The overall price earnings (P/E) ratio rose to 15.77 at the end of 2023.
Experts said foreign investment in the country’s premier bourse remained positive for only three months of the outgoing year as overseas investors faced a number of issues, including political uncertainties in the election year, depreciation of taka, against the US dollar and woes in the country’s banking sector.
They also said that the obstacles which prevented investors from entering the market must be addressed. In this case, a good company has to pay the premium according to their respective eligibilities.
Apart from lack of confidence in the regulator, investors have been grappling with a number of issues, including rising non-performing loans and liquidity shortage in the financial sector.
Other reasons are sell-offs by foreign investors and investors' lack of confidence for long because of disappointing data on major macroeconomic indicators.
The national election in Bangladesh is scheduled for January 7, 2024.
In 2023, stocks of fundamental and multinational companies (MNCs) were disappointing investors as their capital gains remained poor, while shares of many small-cap firms continued to rise sharply on the Dhaka bourse, an indication of investors believing they have hit potential.

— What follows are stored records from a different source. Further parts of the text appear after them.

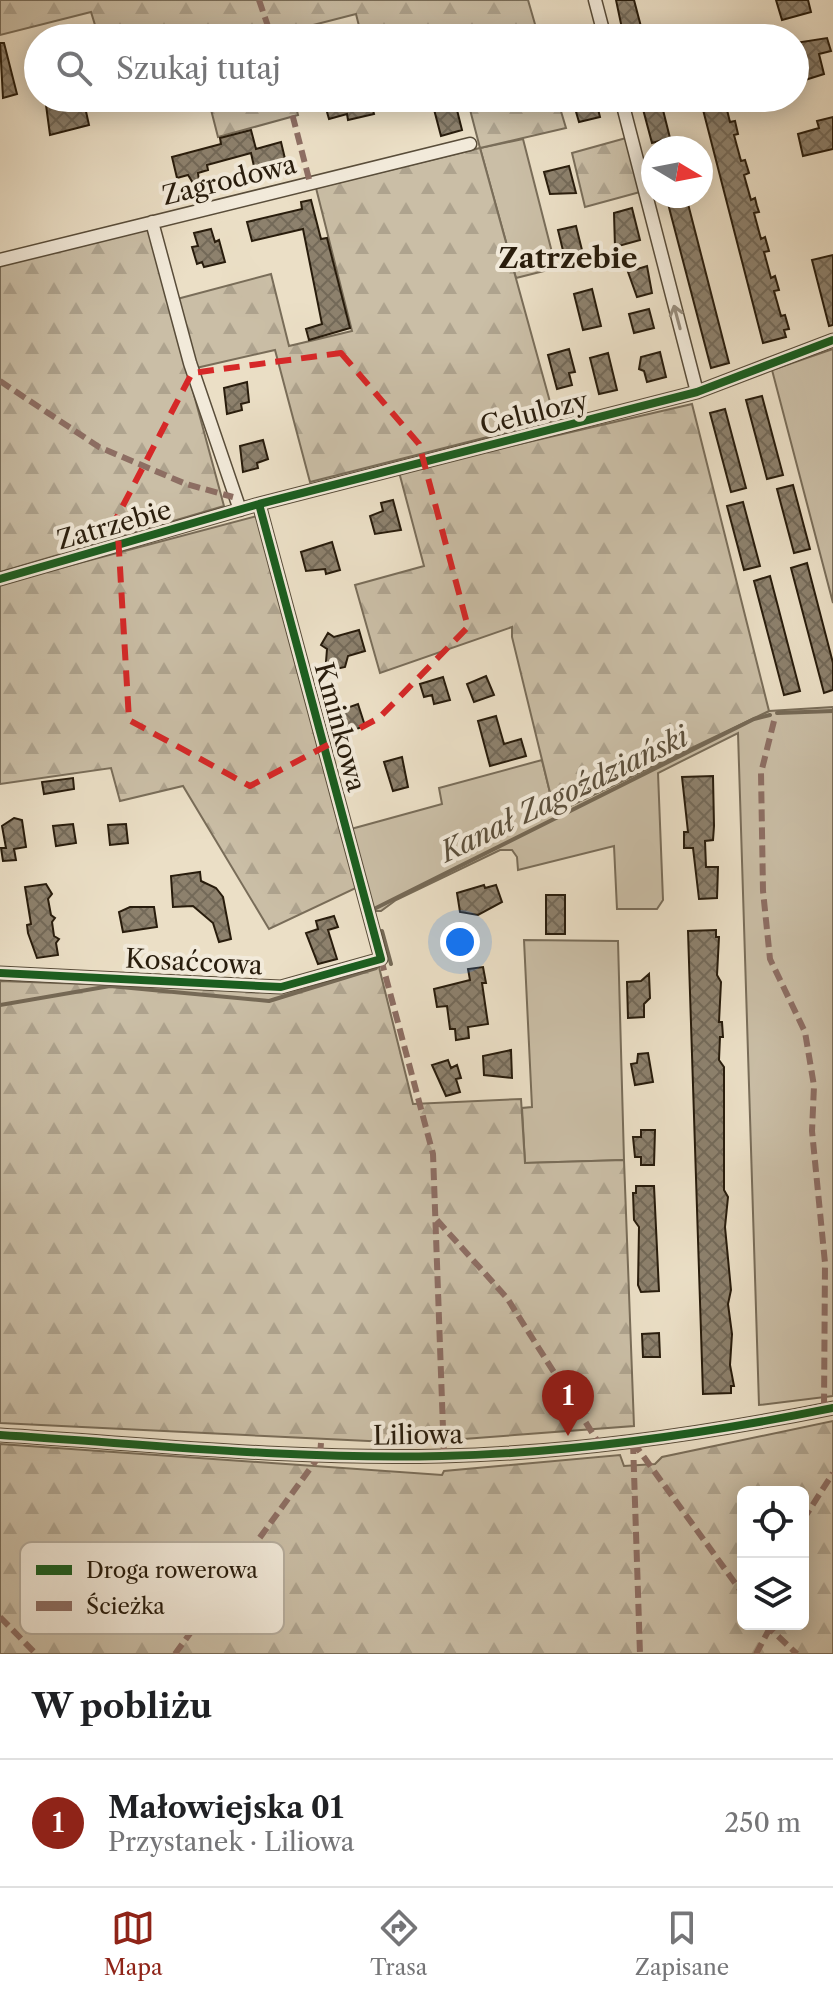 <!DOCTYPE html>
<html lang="pl">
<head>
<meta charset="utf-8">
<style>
	:root { --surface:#fff; --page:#f2f2f2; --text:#202124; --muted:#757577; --line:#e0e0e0; --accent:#8f2418 }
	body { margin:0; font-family:"Libre Caslon Text",serif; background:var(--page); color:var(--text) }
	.controls { position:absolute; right:24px; bottom:24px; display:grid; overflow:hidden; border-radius:12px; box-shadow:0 4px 20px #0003 }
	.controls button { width:72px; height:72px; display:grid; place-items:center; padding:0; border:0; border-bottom:2px solid var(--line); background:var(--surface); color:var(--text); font:40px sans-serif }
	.compass { position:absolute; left:641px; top:136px; width:72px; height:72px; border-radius:50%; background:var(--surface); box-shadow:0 4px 20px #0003; rotate:100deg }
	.you { position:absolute; left:460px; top:942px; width:28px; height:28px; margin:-20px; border:6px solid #fff; border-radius:50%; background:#1a73e8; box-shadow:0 0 0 12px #1a73e833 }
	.badge { display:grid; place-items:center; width:52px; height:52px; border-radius:50%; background:var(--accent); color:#fff; font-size:26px; font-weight:700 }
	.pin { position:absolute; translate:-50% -66px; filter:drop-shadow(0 2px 4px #0008) }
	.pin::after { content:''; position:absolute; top:42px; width:28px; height:24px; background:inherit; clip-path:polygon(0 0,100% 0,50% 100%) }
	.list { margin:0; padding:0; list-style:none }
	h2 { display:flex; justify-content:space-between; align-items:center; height:104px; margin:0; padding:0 32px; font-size:34px }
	h2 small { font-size:26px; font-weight:400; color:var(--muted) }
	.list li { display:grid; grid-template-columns:52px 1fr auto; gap:24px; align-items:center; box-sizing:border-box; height:128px; padding:0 32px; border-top:2px solid var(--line) }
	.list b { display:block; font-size:30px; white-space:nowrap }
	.list p { margin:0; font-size:26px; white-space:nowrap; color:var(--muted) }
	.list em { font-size:26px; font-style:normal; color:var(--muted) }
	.icon { flex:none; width:44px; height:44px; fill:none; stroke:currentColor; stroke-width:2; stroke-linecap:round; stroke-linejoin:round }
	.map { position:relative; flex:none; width:833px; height:1654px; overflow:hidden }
	.search { position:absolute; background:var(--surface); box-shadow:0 4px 20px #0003; left:24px; right:24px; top:24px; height:88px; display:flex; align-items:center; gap:20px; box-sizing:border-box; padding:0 28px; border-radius:44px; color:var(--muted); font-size:30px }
	.sheet { height:232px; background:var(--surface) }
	nav { display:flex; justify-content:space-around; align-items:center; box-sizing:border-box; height:112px; border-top:2px solid var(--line); background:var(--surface); font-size:22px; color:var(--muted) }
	nav a { display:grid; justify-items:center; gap:4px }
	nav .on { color:var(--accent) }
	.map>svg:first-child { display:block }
</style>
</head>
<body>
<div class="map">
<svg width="833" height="1654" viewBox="0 0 833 1654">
	<defs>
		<pattern id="forest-firs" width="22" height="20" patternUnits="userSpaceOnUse" patternTransform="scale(2)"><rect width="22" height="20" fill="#cabea6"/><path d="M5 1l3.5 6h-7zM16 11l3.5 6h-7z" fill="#aea38e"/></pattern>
		<pattern id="building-cross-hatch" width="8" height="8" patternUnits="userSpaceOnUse" patternTransform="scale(2)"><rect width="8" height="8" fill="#8d816d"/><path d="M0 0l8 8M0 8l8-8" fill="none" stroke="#736958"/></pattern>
	</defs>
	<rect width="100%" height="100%" fill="#ebdfc6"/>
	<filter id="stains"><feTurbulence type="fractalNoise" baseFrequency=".0025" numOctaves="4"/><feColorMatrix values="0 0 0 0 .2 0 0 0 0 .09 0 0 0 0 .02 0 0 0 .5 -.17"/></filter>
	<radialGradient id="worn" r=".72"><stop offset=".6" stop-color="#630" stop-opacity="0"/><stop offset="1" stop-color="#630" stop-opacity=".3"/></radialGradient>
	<path fill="#cabea6" stroke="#796d59" stroke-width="2" d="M523,139L556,268L516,278L480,148Z
		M833,349V603L772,370Z
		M833,707V1396L759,1405L738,733L658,773L663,900L657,909H617L614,846L518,870L517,857L512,850H500L396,900L381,911H373L351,829L442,804L439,788L542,760L555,813L769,711Z
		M524,940L618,941L624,1160L525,1163L522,1108L532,1107Z"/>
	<path fill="url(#forest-firs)" stroke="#796d59" stroke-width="2" fill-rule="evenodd" d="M0,0H528L539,38H362L356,14L278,34V38H99L91,12L0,35Z
		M208,98H294L298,115L218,137Z
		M467,98H557L566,128L480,148L555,420L310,482L275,350L196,368L177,299L271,274L289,346L352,331L316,188L480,148Z
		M626,138L640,192L585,207L572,153Z
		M149,228L224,506L0,572V265Z
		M692,404L769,711L555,813L512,637V627L380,673L355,585L424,566L399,472Z
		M257,516L358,887L269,929L183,786L120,801L111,768L0,784V584Z
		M378,963L413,1104L521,1099L525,1163L624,1160L634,1426L410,1443L0,1423V981L284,991Z
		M833,1421V1654H0V1444L442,1475L444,1471L620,1455L624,1466L655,1464L662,1457ZM743,1492H803V1624H743Z"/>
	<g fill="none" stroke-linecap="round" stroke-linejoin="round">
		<path stroke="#756956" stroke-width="4" d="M777,713L833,711
			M376,908L754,719L770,715
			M382,931L391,964
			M0,1005L110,986L269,1001L376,968"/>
	</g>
	<path fill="url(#building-cross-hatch)" stroke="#281c0c" stroke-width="2" d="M616,0H634L644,38H624Z
		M776,0H808L811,12L782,20Z
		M827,38L831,51L819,54L824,74L799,82L795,43Z
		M0,43H4L17,94L3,98Z
		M75,98H83L89,125L50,135L46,105Z
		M350,98H370L374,114L348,120L347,114L329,119L325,105Z
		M431,98H454L462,130L441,136Z
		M572,98H588L590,107L597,105L600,117L579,122Z
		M640,98H660L670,138L652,143Z
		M700,98H724L730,122L735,121L738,134L734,135L741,161L745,160L749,173L744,175L751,200L755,198L757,206L759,212L754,213L761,239L765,237L769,251L764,252L771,278L775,276L779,290L774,291L781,316L785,315L789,329L784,330L786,337L763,343Z
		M833,117V149L803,156L798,134L819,128L817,121Z
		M251,130L256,149L281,142L286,163L255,171L251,153L207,165L208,170L198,173L199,181L193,183L188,175L177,178L172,157L221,144L220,138Z
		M569,166L576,193L550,194L544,172Z
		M666,196H686L729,363L711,368Z
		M311,200L321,239L327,238L350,328L309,340L306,329L322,324L303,229L252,241L247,222L302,209L301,202Z
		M632,208L640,240L615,247L614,213Z
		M576,226L585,262L567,267L558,230Z
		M211,229L215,242L219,240L225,262L204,267L202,262L197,264L192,247L198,246L194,233Z
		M833,255V325L829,326L812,260Z
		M647,266L652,293L637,297L628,272Z
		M592,289L601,326L583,330L574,294Z
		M649,309L654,328L634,333L629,314Z
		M569,349L575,372L569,373L572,385L557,389L548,355Z
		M660,352L666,377L647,382L644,371L639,369L641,357Z
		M608,353L617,390L599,394L590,358Z
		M247,382L249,402L241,404L242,410L227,414L224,388Z
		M762,396L783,475L767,479L746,400Z
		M725,409L746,488L731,492L710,413Z
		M263,440L268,459L257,463L258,468L243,472L240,446Z
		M793,485L810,549L794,553L777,489Z
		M393,500L401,530L375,534L370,516L383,511L381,503Z
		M743,502L760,566L744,570L727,506Z
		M332,542L340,570L326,574L325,569L306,571L301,552Z
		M807,563L833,663V690L824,693L791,568Z
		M770,576L800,691L784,695L754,581Z
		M359,630L365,651L348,656L345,667L332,670L326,662L327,649L321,645L328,633L334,637Z
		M486,676L494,695L474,702L467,684Z
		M443,677L450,700L434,704L432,695L424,697L420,684Z
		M358,704L365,726L348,732L341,710Z
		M496,716L504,744L521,739L526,756L490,766L478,721Z
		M402,757L408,787L393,791L384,762Z
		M713,776L714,826L713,840L705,841L706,867H718L717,898L699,899L693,848H684V832H688L682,777Z
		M73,778L74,789L44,794L42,782Z
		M14,818L22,820L26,847L14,849L16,860L3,861L1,848H6L2,826Z
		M73,824L76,843L56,846L53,826Z
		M126,824L128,843L110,845L108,825Z
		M200,872L201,881L216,888L223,897L231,939L219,942L213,923L193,906L173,907L171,876Z
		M46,884L52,894L48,899L51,915L55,918L52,922L54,936L59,939L56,943L58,955L37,958L28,933L27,925L31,924L25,887Z
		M484,885L485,888L496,885L502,902L478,915L460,912L457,893Z
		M546,895H565V934H546Z
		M130,907H154L157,927L123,932L119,912Z
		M334,916L338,927L328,930L337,959L318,964L306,933L318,929L316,921Z
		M716,930V937H719L717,975L721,982L719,1022H722L723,1037H720L719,1060L724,1067V1190L728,1197L725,1227L731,1290L728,1304L732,1334L730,1365L734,1386H731V1393L703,1394L688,931Z
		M483,967L486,983H482L488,1024L468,1027L469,1038L456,1040L455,1029H450L447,1006L437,1007L434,989L470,980L468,969Z
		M649,974L650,998L644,1004V1017L628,1018L627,982L641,981Z
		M511,1050L512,1078L484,1075L483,1056Z
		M648,1053L653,1082L635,1085L631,1064L637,1063L638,1054Z
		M448,1060L451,1068L457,1065L461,1078L456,1079L460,1092L446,1096L432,1065Z
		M641,1130H655L654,1165H641V1157H635L633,1137H641Z
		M636,1186H654L659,1291L641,1292L638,1285L639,1227L634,1220L633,1193H636Z
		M659,1333L660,1357H643L642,1334Z"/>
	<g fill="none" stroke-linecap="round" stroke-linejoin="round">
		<g stroke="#594d3a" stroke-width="15">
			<path id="minor" d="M595,0L605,38
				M621,98L697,392
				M152,222L190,363L240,510
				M0,260L470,144
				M0,579L259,504L697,392L833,340
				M0,973L281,987L381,959L259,504
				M0,1435C147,1444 295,1460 442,1456C574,1453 704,1434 833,1408"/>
		</g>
		<use href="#minor" stroke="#f2eada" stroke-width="12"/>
		<path stroke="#8d6e63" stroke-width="6" stroke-dasharray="12 6" stroke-linecap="butt" d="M259,0L272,38
			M288,98L310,183
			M0,381L99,447L186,484L233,497
			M774,721L761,773L763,891L770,959L805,1032L814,1086L812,1131L825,1263L824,1410
			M381,959L433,1154L444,1456
			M437,1220L507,1298L600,1445
			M633,1442L640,1654
			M633,1442L743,1594
			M803,1520L833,1473
			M0,1617L36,1654
			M765,1624L797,1654
			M175,1654L320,1455L321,1443
			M756,1654L772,1624"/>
		<g stroke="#f2eada" stroke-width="13">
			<path id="cycleway" d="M0,579L259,504L697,392L833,340
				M0,973L281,987L381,959L259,504
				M0,1435C147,1444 295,1460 442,1456C574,1453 704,1434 833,1408"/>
		</g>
		<use href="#cycleway" stroke="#1b5e20" stroke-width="8"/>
	</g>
	<defs><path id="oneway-shaft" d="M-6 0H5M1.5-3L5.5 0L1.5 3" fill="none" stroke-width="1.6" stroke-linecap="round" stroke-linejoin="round" transform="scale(2)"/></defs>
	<use stroke="#978d7d" href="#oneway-shaft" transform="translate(677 317) rotate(-105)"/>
	<path fill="none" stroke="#d62828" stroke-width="6" stroke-dasharray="16 10" stroke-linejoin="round" d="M341,353L419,444L468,627L379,718L250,786L129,720L117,517L192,373Z"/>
	<g text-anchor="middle" stroke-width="8" stroke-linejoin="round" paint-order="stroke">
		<g font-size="26" fill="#281c0c" stroke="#f2eada">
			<text transform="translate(229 180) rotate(-14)" y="9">Zagrodowa</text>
			<text transform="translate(534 413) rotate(-14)" y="9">Celulozy</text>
			<text transform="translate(114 525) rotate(-16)" y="9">Zatrzebie</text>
			<text transform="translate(340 727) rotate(75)" y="9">Kminkowa</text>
			<text transform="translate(194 962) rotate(3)" y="9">Kosaćcowa</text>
			<text transform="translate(418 1435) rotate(-1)" y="9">Liliowa</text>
		</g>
		<g font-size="28" font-weight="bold" fill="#281c0c" stroke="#f2eada">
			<text x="568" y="268">Zatrzebie</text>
		</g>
		<g font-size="28" font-style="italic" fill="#5c503d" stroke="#f2eada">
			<text transform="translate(564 794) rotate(-26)" y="10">Kanał Zagoździański</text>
		</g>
	</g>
	<rect x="20" y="1542" width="264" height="92" rx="12" fill="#f2eada" stroke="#b5ac9c" stroke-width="2"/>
	<rect x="36" y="1565" width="36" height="10" fill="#1b5e20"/>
	<rect x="36" y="1601" width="36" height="10" fill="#8d6e63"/>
	<g font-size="22" fill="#281c0c">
		<text x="86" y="1578">Droga rowerowa</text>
		<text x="86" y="1614">Ścieżka</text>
	</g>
	<rect width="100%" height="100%" filter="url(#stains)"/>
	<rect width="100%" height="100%" fill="url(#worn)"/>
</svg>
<div class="controls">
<button><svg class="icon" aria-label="locate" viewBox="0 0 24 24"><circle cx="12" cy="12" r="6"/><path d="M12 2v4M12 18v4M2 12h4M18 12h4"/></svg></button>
<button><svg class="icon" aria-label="layers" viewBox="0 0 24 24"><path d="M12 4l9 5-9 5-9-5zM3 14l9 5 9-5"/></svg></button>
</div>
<svg class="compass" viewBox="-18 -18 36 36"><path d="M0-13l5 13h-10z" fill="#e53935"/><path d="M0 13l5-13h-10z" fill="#757577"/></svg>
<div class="you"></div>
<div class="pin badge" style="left:568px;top:1436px">1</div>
<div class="search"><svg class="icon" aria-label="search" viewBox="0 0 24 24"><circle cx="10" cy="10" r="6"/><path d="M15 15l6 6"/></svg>Szukaj tutaj</div>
</div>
<section class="sheet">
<h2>W pobliżu<small></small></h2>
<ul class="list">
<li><span class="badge">1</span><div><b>Małowiejska 01</b><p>Przystanek · Liliowa</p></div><em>250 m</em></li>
</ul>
</section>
<nav>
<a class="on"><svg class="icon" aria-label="map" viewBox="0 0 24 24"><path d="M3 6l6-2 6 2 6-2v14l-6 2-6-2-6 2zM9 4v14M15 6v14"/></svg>Mapa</a>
<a><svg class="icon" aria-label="directions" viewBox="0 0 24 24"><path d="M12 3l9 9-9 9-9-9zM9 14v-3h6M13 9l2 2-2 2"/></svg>Trasa</a>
<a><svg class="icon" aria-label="saved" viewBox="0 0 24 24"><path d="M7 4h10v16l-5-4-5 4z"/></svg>Zapisane</a>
</nav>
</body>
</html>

There are 13 multinational companies listed on the Dhaka Stock Exchange (DSE)–the country's premier bourse, and stock investors have not yet earned any capital gains from their investments from seven of these companies in the last six months.
The listed MNCs had displayed an extremely bleak performance back in 2022, with a 14 per cent negative equity return.
Meanwhile, shares of many small-cap companies continued to rise sharply in the country’s prime bourse in the last six months, with stocks of most large-cap firms remaining stuck at floor prices.
Commenting on the recent market trend, AB Mirza Azizul Islam, former finance advisor to the caretaker government, told The Business Post, “This is not a good sign for the capital market. Those who buy junk shares should be investigated.”
“The securities regulator should take legal action against price manipulators.”
On July 28, 2022, the BSEC imposed floor prices on all securities to prevent shares from falling beyond a certain level amid the domestic and global macroeconomic strains.
The share prices of most companies have been stuck at their floor prices for an extended period of time, pushing investors towards liquidating their holdings and thus creating a liquidity crisis in the markets.
Earlier in March 2020, the securities regulator took a similar move to limit the free fall of shares following the global pandemic, when the DSEX fell below 3,000 points.
The BSEC chairman has repeatedly said that they had no alternative but to introduce the floor price mechanism to protect the interests of small investors and that the mechanism would not be withdrawn in the immediate future.
The ongoing Russia-Ukraine war, which started in February last year, spilled over its adverse effects across the globe, causing currency volatility, high inflation, and price hikes of all goods and raw materials in the global market.